The data – You can use a data versioning tool here as well to create a branch for your data (example open-source tools are DVC, Git LFS, Dolt, or lakeFS). That branch is your golden ticket to working in isolation.
Last but not least, you need a data quality testing framework. You can develop it on your own or use one of the commercial or open-source tools out there like great_expectations or pyvaru. This lets you test your branch thoroughly before merging it into your main branch.
2. Best practice #2: Building CD for data products
What is continuous deployment (CD) for data? Well, we are in production, so the code is production code. It didn’t change, so you don’t need to branch out from it. The production orchestration code is still the same, and you’re not interested in changing the pipeline orchestration.
You’re still using the production orchestration and production compute engine because you’re near or in production.
Nevertheless, you still need an isolated branch of the data.

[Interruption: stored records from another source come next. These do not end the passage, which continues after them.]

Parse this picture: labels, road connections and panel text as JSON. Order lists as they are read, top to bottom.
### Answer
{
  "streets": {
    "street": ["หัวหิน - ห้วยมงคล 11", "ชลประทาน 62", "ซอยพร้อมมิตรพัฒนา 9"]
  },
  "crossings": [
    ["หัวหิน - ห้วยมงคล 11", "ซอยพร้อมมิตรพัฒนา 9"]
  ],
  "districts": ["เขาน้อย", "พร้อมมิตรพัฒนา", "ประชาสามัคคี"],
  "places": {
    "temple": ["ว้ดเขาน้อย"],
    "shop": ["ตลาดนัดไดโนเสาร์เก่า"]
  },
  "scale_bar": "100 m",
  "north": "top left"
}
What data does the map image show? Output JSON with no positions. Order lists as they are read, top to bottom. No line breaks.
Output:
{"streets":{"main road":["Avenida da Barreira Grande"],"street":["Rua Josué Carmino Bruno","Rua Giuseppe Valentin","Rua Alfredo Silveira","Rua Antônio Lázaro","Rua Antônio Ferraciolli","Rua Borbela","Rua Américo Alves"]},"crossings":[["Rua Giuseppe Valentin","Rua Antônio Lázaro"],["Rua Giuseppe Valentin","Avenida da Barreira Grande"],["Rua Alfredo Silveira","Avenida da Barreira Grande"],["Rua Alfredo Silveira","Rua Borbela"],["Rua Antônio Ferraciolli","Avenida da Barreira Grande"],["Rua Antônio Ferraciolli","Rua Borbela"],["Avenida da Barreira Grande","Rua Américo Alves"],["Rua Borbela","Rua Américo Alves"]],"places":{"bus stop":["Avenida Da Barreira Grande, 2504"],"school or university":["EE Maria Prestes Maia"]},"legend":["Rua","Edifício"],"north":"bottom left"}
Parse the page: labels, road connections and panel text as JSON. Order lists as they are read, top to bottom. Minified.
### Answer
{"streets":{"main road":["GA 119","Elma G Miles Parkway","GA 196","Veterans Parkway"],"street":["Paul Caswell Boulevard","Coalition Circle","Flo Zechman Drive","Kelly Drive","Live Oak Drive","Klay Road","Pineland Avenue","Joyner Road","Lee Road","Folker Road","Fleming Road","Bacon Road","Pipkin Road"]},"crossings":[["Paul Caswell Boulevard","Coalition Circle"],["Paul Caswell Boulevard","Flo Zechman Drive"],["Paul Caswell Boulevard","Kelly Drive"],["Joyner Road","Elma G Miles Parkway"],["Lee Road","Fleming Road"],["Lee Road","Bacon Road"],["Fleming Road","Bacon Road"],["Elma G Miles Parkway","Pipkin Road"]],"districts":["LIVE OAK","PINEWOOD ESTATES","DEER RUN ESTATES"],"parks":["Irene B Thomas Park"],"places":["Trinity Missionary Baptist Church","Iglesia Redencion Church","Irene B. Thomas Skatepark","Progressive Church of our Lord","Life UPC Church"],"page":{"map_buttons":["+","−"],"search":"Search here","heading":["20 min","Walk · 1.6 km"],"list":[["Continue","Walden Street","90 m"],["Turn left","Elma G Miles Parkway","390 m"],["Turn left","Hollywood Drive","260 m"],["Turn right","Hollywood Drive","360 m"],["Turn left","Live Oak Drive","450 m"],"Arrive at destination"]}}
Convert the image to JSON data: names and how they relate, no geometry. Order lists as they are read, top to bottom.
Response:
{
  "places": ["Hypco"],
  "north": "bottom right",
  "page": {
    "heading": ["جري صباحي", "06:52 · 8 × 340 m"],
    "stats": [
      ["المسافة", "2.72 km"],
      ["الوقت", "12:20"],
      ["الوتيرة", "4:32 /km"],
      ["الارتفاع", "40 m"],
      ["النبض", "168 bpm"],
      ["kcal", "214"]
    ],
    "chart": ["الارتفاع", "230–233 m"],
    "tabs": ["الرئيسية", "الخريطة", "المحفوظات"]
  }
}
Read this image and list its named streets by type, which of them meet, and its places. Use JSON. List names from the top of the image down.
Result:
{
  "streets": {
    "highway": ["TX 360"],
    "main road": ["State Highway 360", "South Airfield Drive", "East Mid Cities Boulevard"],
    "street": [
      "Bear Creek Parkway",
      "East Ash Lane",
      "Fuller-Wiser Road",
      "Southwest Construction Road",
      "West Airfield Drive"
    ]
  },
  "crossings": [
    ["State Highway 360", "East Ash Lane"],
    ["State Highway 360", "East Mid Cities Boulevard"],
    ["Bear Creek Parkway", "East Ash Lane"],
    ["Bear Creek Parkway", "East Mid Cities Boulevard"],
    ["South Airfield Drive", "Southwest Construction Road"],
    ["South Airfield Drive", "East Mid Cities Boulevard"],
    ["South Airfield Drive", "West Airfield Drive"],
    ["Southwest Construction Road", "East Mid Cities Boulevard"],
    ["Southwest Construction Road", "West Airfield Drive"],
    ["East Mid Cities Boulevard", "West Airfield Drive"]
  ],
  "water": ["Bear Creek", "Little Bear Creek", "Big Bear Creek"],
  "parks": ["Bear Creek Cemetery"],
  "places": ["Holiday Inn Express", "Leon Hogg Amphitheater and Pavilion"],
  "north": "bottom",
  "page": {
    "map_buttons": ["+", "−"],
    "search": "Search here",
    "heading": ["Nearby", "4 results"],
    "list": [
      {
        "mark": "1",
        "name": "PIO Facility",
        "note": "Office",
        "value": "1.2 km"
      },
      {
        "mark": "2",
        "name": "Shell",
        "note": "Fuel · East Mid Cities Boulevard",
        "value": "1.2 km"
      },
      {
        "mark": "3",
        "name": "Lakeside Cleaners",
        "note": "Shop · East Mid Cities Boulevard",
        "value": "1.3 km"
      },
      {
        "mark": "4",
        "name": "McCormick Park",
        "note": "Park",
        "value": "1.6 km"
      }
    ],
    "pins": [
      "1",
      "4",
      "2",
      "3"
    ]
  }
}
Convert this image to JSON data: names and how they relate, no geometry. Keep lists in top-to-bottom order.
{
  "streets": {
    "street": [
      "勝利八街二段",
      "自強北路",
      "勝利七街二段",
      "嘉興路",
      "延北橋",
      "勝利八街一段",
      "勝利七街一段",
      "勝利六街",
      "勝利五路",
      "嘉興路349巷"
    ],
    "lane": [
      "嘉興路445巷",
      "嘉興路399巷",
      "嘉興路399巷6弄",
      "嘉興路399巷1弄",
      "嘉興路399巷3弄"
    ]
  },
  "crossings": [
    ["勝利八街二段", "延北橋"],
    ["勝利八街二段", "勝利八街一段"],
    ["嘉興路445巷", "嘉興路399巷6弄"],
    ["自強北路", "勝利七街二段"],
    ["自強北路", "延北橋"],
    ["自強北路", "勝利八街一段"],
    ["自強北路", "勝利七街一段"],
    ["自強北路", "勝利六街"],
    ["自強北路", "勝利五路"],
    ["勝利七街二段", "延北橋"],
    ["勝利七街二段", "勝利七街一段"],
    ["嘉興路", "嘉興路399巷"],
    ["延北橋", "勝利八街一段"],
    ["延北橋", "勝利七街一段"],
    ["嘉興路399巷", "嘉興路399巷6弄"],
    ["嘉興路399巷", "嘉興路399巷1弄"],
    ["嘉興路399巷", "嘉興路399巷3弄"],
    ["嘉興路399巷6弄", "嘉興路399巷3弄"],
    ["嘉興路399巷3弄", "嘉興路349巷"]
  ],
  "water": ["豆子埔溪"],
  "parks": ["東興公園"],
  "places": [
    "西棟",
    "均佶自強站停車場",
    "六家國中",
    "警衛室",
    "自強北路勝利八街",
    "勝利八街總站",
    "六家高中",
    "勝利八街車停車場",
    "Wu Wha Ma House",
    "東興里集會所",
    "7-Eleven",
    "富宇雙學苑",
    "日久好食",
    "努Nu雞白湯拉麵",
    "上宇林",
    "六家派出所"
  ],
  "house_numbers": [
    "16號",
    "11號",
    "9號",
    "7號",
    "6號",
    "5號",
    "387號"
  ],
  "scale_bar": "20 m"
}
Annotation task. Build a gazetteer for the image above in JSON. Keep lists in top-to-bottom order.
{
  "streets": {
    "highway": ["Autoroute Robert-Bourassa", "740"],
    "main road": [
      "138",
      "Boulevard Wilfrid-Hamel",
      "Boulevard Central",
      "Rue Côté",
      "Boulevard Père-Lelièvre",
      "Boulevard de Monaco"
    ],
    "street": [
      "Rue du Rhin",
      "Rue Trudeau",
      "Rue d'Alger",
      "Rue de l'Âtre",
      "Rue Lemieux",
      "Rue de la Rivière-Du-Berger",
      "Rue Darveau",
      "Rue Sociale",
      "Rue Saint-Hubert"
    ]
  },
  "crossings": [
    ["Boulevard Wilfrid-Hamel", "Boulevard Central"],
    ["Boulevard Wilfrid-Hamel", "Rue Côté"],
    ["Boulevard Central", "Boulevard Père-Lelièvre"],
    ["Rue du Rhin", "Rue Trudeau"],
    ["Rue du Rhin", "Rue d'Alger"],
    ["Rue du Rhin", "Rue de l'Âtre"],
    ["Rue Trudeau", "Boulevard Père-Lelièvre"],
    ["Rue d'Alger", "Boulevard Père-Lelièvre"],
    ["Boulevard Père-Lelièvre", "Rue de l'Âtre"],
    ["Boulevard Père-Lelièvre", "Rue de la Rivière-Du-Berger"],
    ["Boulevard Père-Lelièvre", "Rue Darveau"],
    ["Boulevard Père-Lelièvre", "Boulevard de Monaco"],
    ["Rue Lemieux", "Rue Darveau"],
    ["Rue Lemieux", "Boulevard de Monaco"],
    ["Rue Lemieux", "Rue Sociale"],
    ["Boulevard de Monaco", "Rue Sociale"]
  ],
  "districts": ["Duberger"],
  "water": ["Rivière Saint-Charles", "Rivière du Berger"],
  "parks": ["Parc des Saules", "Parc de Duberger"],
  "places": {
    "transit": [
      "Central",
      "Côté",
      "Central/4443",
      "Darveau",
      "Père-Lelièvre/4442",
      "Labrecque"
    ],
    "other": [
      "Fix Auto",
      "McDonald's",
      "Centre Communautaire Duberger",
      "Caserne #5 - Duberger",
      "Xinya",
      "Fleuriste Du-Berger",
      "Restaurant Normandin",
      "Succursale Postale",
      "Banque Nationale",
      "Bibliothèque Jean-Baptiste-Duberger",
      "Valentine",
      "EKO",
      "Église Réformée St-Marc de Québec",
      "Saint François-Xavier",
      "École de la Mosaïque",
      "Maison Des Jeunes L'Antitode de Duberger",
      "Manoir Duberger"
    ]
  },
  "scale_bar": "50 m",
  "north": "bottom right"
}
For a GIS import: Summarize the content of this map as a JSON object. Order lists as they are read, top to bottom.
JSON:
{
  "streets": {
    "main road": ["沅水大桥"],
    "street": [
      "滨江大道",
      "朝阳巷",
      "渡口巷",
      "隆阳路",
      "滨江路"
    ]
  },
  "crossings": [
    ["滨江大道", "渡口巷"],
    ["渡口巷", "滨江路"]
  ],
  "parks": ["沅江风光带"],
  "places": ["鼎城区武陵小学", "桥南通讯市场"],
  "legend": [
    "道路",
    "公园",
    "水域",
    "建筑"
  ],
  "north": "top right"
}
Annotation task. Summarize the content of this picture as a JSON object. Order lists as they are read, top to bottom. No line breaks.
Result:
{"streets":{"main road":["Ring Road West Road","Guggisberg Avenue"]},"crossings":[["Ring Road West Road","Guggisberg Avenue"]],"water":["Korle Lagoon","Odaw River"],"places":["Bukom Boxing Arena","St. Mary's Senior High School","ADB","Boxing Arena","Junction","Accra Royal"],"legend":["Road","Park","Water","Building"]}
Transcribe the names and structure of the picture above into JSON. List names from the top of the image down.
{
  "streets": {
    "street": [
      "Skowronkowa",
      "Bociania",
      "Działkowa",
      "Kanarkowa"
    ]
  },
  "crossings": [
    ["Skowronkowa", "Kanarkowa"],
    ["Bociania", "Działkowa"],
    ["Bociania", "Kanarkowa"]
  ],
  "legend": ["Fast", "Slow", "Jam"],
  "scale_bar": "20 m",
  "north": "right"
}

Because although everything stays the same, the data is new. Maybe the characteristics of your data changed because the schema changed. Maybe the change was introduced by the people who sent us the data. Or maybe something went wrong in the way they collected it.
All of that might make the model running in production inaccurate. Remember, data constantly changes.
This motivates data engineers to check the results for the production code, orchestration, and compute before they show it to the users. Furthermore, this gives you an opportunity to find out if there’s anything strange there before exposing the results.
The way out? Continuous deployment of new data!
The way to do that is simply by ingesting new data into a data branch using a data version control tool. This enables you to run all your production systems on the branch rather than in production.
When you finish that run, we can test the results to make sure everything is as expected and if the quality tests have passed, it can then be merged. However, if you spot an issue, you can start debugging; you have the exact snapshot of data at the time of failure on your branch to help you.
In this article, we explored some of the challenges in applying engineering best practices to data lakes and then explored two benchmarks for developing in isolation and building CD for data products. By implementing these two best practices – inspired straight from what software engineers are doing so well right now – you can work on improving your product instead of endlessly tinkering with the plumbing or putting out fires.